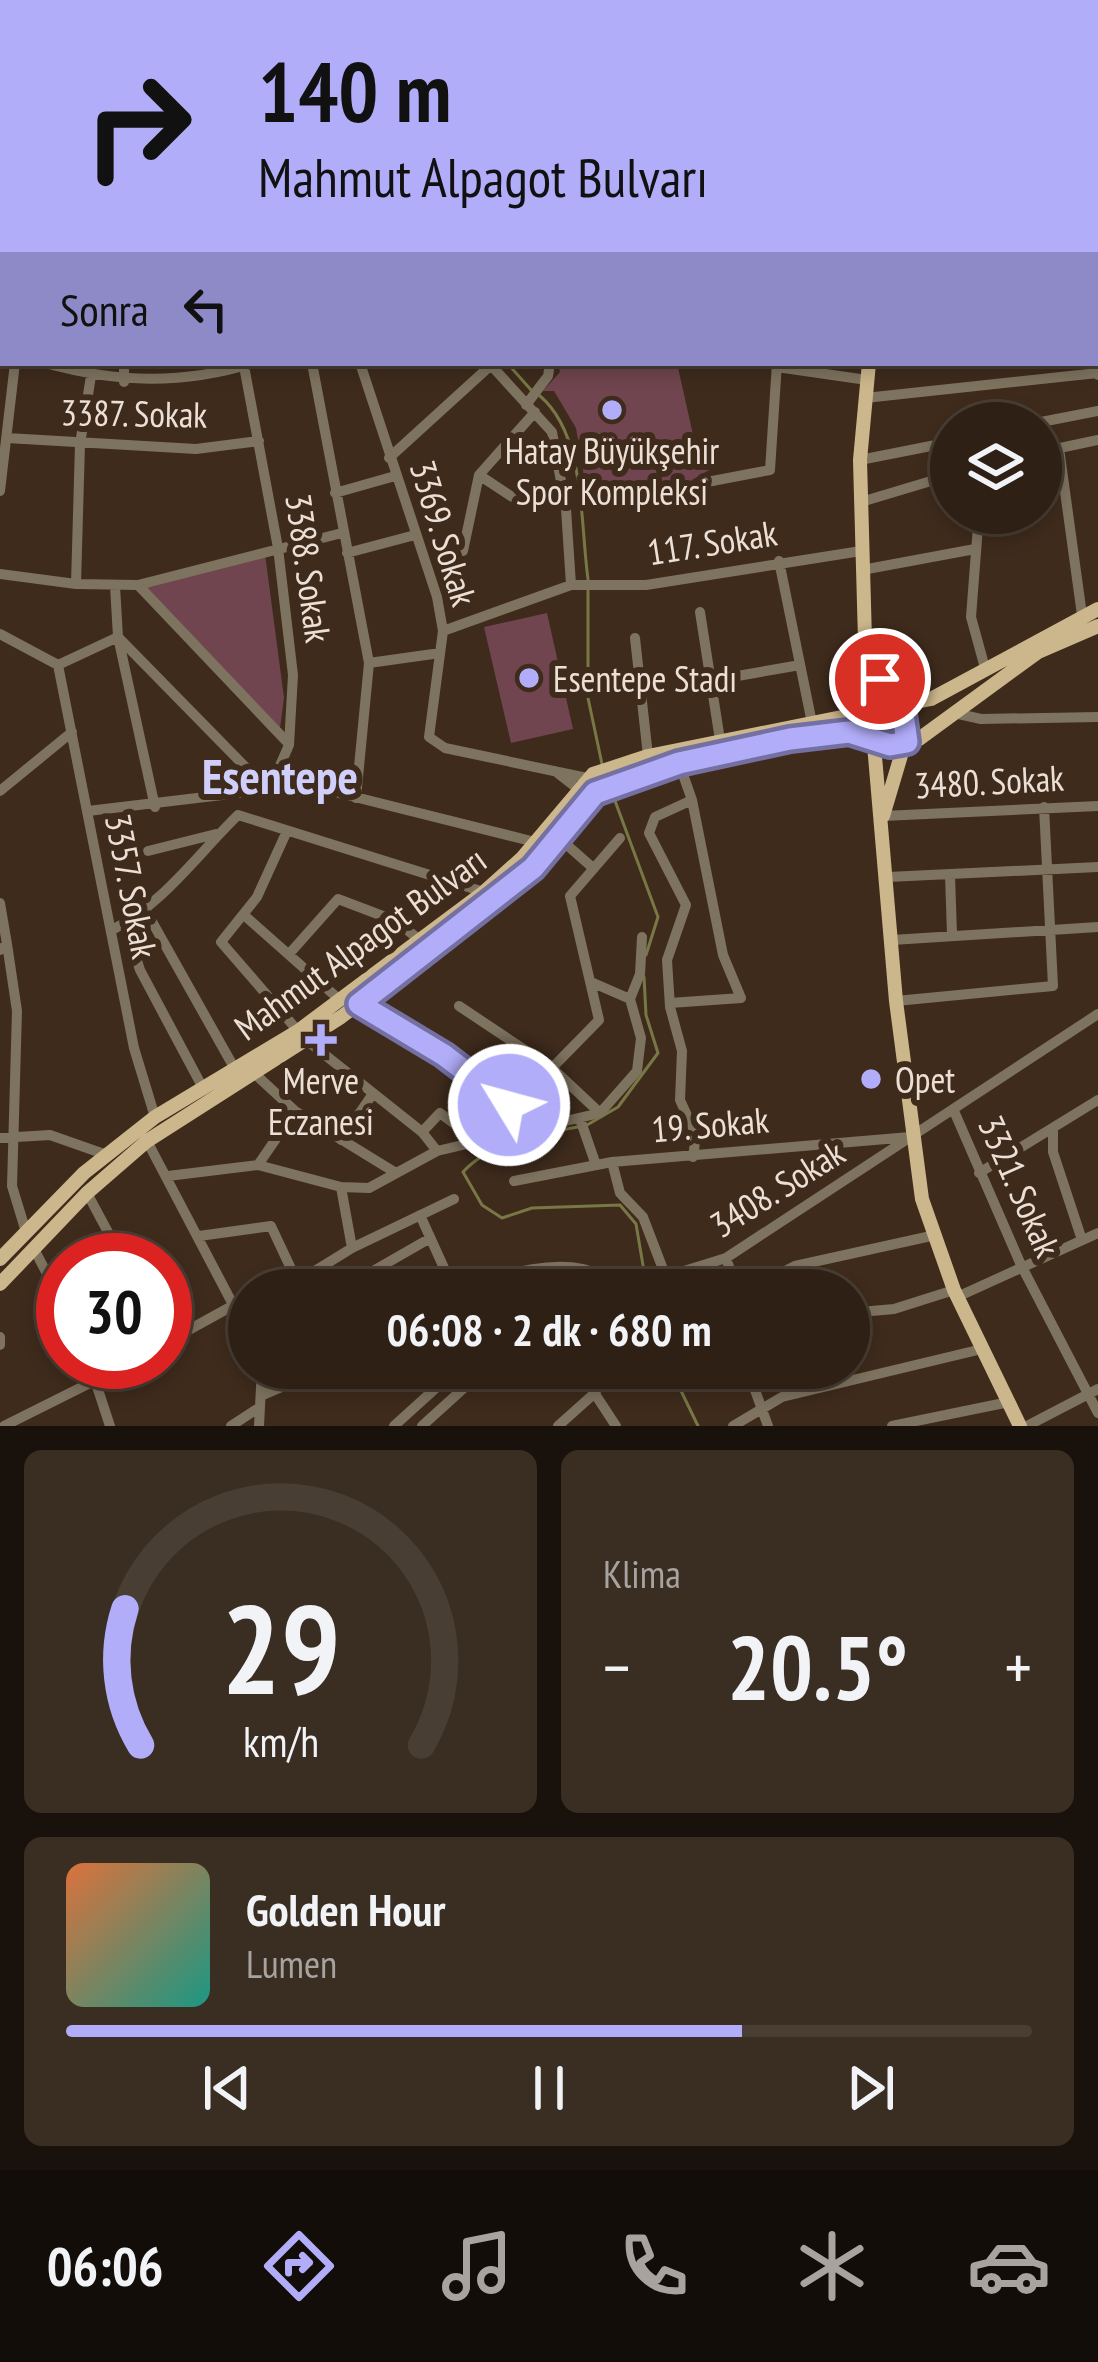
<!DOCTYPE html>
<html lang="tr">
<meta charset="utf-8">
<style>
:root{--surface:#2e2015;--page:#3a2d22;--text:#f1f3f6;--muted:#a7a3a0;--line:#493e34;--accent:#b2adf9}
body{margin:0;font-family:"PT Sans Narrow",sans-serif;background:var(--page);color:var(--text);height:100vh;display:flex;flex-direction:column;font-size:45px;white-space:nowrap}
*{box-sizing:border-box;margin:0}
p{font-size:39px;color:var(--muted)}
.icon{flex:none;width:66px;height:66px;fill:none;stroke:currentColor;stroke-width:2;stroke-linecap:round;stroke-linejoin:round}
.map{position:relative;height:1426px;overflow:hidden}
.side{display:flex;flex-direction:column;gap:24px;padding:24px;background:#19120c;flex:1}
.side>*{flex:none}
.guide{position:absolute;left:0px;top:0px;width:1098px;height:366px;box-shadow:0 6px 18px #0003,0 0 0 3px var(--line);background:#b2adf9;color:#111;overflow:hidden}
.buttons{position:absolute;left:930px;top:402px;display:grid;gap:24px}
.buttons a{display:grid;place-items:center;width:132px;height:132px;border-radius:50%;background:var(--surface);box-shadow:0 6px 18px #0003,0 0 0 3px var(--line);font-size:60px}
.speed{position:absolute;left:36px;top:1233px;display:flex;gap:24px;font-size:60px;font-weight:700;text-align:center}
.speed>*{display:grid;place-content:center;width:156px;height:156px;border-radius:50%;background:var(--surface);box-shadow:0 6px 18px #0003,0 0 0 3px var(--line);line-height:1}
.speed .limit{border:18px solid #d22;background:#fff;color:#111}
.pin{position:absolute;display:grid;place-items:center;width:102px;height:102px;color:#fff;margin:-51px;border:6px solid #fff;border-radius:50%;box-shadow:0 3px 12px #0007}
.me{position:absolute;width:132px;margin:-66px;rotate:307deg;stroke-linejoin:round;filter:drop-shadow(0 0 9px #0008)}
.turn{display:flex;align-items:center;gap:42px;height:252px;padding:0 60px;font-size:54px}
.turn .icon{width:156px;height:156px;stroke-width:2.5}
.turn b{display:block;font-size:84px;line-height:102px}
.then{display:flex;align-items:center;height:114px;padding:0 60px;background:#0003;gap:24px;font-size:45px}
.big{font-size:90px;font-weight:800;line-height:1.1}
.side .tile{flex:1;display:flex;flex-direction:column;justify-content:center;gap:18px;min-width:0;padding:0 42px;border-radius:18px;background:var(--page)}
.side .dial{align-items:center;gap:0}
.dial svg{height:312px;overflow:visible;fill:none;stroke:var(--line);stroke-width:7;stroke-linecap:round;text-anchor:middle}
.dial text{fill:var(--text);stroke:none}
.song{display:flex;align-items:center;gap:36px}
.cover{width:144px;height:144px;border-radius:18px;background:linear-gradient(135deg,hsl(20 70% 55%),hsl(170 70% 35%))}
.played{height:12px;border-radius:6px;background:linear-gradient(90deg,var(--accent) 70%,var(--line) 70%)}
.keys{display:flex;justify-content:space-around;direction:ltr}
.heat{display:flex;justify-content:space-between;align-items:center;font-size:66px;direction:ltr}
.side .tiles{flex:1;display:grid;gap:24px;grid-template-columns:1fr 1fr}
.tile:last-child{grid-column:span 2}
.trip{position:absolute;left:228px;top:1269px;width:642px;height:120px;border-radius:60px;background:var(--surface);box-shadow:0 6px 18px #0003,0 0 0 3px var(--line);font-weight:800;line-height:120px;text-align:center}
.dock{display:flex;height:192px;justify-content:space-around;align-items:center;background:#120d08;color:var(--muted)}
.dock .icon{width:84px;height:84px}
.dock .on{color:var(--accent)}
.dock b{font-size:54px;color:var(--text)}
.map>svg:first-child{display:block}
.green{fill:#70454f}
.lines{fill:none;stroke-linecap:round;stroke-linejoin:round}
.stream{stroke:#777845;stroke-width:3}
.minor{stroke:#7e735f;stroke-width:10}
.major{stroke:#ccb68c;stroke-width:14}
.route-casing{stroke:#7470a2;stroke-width:30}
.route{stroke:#b2adf9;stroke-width:21}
.poi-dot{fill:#b2adf9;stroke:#3e2b1c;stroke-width:4.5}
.labels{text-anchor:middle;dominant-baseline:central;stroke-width:12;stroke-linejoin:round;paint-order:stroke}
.street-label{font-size:36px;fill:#ecdfd6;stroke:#3e2b1c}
.poi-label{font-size:36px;fill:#ecdfd6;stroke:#3e2b1c}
.district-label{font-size:48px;font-weight:bold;fill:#d0cefa;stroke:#3e2b1c}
</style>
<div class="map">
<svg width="1098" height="1426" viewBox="0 0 1098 1426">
<rect width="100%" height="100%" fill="#3e2b1c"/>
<path class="green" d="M 558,363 L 677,363 L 696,448 L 709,470 L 692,480 L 694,488 L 589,507 L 576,428 L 554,391 L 543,391 L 560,372 Z
M 265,554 L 284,698 L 280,728 L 145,587 Z
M 547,613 L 573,729 L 511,743 L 484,627 Z"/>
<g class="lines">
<path class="stream" d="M 265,0 L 267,3
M 507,363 L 532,391
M 540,396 C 586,435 580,523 588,579
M 588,589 L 588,698 L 602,764
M 611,790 L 658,917 L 646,955
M 587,1125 L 618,1107 L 658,1053 L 646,1015 L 644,977
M 578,1127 C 538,1134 492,1141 463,1172 L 482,1205 L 502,1218 L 532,1208 L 620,1205 L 636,1224 L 645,1277
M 670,1368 L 698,1426"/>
<path class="minor" d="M 70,0 L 71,3
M 230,0 L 233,3
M 280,0 L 281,3
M 1038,0 L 1038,3
M 409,3 L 410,0
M 510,3 L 511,0
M 578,3 L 580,0
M 644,3 L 645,0
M 732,3 L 734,0
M 807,3 L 809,0
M 1095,23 L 1098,23
M 0,42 L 3,41
M 0,84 L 3,84
M 1095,100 L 1098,100
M 1095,132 L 1098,132
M 1095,169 L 1098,169
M 0,204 L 3,204
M 1095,241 L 1098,375
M 0,352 L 3,352
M 45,363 C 118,383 181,385 254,363
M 124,363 L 124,382
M 312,363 L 369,663 L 356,798
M 360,363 L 437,597 L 443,631 L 429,737 L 445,748 L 587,778
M 489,363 L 552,432 L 566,509 L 571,585
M 777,367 L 867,380
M 865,398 L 1098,373
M 526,405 L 548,376 L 550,363
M 1036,423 L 1098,411
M 7,438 L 196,449 L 259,441
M 1059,448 L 1082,615
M 1041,452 L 1098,440
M 389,458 L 490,366
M 860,460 L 951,442
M 479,475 L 523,504 L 564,494
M 693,490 L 707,482 L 770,470 L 777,363
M 0,491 L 15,363
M 335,493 L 395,476
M 861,502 L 951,475
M 979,513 L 971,617 L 985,668
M 463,551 L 479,475 L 535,412
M 347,553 L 415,535
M 779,561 L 812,723
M 862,570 L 975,549
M 0,574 L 76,584 L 138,585 L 342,533
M 76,584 L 80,444 L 91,376
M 138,585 L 289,744
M 115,586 L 118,637 L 155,807
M 700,612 L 720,740
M 443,631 L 571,585 L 646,585 L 861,551
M 0,634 L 58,665 L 118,637 L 264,786
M 635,638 L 648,756
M 369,663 L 440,653
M 58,665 L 134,1048 L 155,1117
M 709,681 L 800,665
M 954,713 L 981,719 L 1098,717
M 679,763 L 692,800 L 655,817 L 649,833 L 686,905 L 667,960 L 670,1007 L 682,1051 L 680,1100 L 696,1135 L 693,1157
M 555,771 L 577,788
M 275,777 L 535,842
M 0,791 L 72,732
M 88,811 L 256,791 L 275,777 L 289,745 L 293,675 L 278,548 L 244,366
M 883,816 L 1098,806
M 287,831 L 257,897 L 221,942 L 298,1031
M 559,838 L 593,868
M 148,851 L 216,834
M 950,875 L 952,934
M 888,877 L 1098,867
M 0,903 L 7,944
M 146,911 L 236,1071
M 244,915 L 341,1001
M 125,923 L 140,970 L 204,1090
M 112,930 C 164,903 196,856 238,815 L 484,892
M 892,940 L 1098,927
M 0,950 L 7,944 L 17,1011 L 12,1186 L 26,1232
M 290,953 L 338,899 L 396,921 L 421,941
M 591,982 L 630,999
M 896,1001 L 1053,986 L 1044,807
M 670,1003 L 741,998 L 723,955 L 692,800
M 359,1004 L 444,1055 L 542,1130
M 459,1006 L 552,1068 L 600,1113
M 305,1039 L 422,1132 L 437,1151
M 552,1068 L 599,1020 L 570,896 L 620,838
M 255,1074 L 295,1111 L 396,1173
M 954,1111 L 1021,1265 L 1098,1413
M 580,1119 L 596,1165
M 1053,1128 L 1053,1152 L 1082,1240
M 422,1132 L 440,1113 L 477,1141
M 0,1138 L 50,1135 L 107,1155
M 341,1140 L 372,1095
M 147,1141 L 249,1335
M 612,1162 L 620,1193 L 643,1217 L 666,1277
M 258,1165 L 295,1111
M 979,1173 L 1098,1100
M 168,1176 L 258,1165 L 341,1187 L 369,1188 L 437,1151 L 600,1113 L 637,1071 L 641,1038 L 630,999 L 640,974 L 642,937
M 514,1181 L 612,1162 L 910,1137
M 341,1187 L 352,1248
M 87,1193 L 123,1260
M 420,1215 L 454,1290
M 199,1236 L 271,1226 L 301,1290
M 34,1249 L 63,1304
M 726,1258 L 737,1290
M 284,1290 L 352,1248 L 454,1199
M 340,1290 L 427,1240
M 464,1290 C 501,1274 564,1255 602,1276
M 623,1290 L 726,1258 L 1098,1014
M 748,1290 L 795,1266 L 931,1236
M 957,1297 L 1098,1233
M 849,1313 L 894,1309 L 954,1290
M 0,1337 L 0,1345
M 165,1343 L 234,1305
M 89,1362 L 110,1426
M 578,1368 L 616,1426
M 747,1368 L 768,1426
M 263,1395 L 327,1368
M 4,1426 L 132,1362
M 231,1426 L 260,1407
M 259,1426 L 262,1368
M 394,1426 L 458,1368
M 422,1426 L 486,1368
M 558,1426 L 596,1392
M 733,1426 L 782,1397 L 982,1349
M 892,1426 L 1009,1402
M 1027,1426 L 1098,1389"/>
<path class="major" d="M 888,0 L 889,3
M 869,363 L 860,460 L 865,640 L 908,732 L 883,816
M 865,640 L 896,1001 L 922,1199 L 954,1290 L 1020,1426
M 0,1259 L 84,1173 L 155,1117 L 298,1031 L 484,892 L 522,858 L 593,774 L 648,756 L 931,699 L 1098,609
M 0,1284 L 87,1193 L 147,1141 L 341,1017 L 506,893 L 595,793 L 628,778 L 762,743 L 849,732 L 890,745 L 919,739 L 1038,652 L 1098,626"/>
</g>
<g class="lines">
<g class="route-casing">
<path id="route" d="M 509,1105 L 444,1055 L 359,1004 L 533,868 L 595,793 L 679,763 L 790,739 L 849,732 L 890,745 L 907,742 L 903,714 L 880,679"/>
</g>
<use href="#route" class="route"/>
</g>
<g class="poi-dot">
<circle cx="612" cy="410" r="12"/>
<circle cx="529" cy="678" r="12"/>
<path d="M315 1022h12v12h12v12h-12v12h-12v-12h-12v-12h12z"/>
<circle cx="871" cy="1079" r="12"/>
</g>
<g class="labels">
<g class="street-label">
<text transform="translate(134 413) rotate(1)">3387. Sokak</text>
<text transform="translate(444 533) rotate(73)">3369. Sokak</text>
<text transform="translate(712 542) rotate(-9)">117. Sokak</text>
<text transform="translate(309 568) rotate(82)">3388. Sokak</text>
<text transform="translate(989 781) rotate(-3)">3480. Sokak</text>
<text transform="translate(132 886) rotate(79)">3357. Sokak</text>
<text transform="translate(360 943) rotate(-36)">Mahmut Alpagot Bulvarı</text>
<text transform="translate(710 1124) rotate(-5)">19. Sokak</text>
<text transform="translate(1020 1186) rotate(66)">3321. Sokak</text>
<text transform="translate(777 1188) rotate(-32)">3408. Sokak</text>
</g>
<g class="poi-label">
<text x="612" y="450">Hatay Büyükşehir<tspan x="612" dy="41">Spor Kompleksi</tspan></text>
<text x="553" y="678" text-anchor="start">Esentepe Stadı</text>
<text x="895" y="1079" text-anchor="start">Opet</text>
<text x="321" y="1080">Merve<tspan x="321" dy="41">Eczanesi</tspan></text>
</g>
<g class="district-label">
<text x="280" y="776">Esentepe</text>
</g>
</g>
</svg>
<div class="buttons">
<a><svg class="icon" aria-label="layers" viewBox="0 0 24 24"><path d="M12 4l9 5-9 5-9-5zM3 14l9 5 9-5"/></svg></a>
</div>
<div class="speed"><div class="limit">30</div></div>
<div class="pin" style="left:880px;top:679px;background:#d93025"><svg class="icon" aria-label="arrive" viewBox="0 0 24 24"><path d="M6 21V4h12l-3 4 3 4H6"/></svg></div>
<svg class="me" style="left:509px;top:1105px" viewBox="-20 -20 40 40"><circle r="17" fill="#b2adf9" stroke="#fff" stroke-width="3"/><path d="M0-11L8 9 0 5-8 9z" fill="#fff"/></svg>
<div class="trip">06:08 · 2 dk · 680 m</div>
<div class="guide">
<div class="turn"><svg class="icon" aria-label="right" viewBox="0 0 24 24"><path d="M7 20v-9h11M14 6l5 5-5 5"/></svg><div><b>140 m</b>Mahmut Alpagot Bulvarı</div></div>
<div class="then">Sonra<svg class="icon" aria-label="left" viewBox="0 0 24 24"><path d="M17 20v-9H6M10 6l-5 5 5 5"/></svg></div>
</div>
</div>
<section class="side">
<div class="tiles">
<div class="tile dial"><svg viewBox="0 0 100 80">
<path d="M14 69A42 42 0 1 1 86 69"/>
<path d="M14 69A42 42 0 0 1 10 34" stroke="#b2adf9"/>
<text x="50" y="56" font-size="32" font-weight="700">29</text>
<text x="50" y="72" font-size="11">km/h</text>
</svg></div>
<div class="tile"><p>Klima</p>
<div class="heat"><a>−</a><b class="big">20.5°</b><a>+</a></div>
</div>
<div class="tile">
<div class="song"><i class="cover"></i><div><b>Golden Hour</b><p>Lumen</p></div></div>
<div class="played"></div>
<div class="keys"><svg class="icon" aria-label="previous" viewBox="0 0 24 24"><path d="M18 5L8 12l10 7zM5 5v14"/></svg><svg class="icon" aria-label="pause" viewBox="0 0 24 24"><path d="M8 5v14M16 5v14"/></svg><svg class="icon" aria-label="next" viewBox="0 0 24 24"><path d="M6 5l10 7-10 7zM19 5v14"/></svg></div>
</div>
</div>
</section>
<nav class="dock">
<b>06:06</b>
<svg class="icon on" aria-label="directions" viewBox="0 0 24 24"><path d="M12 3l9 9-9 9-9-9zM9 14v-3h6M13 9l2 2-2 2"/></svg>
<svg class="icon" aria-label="music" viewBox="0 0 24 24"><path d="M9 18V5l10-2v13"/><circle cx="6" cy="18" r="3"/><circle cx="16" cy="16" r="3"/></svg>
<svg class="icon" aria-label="phone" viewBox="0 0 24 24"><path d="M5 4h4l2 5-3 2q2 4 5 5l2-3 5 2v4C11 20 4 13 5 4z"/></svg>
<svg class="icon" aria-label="climate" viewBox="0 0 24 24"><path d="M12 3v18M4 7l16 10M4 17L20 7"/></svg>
<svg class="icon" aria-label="car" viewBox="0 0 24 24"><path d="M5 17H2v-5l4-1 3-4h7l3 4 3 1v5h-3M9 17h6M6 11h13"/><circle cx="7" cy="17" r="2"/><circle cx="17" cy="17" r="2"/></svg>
</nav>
○ ○ ○ ○ ○
What is needed
Starting from the data above, filter for lines with "place" and copy each one.

Exercise output
.buttons a{display:grid;place-items:center;width:132px;height:132px;border-radius:50%;background:var(--surface);box-shadow:0 6px 18px #0003,0 0 0 3px var(--line);font-size:60px}
.speed>*{display:grid;place-content:center;width:156px;height:156px;border-radius:50%;background:var(--surface);box-shadow:0 6px 18px #0003,0 0 0 3px var(--line);line-height:1}
.pin{position:absolute;display:grid;place-items:center;width:102px;height:102px;color:#fff;margin:-51px;border:6px solid #fff;border-radius:50%;box-shadow:0 3px 12px #0007}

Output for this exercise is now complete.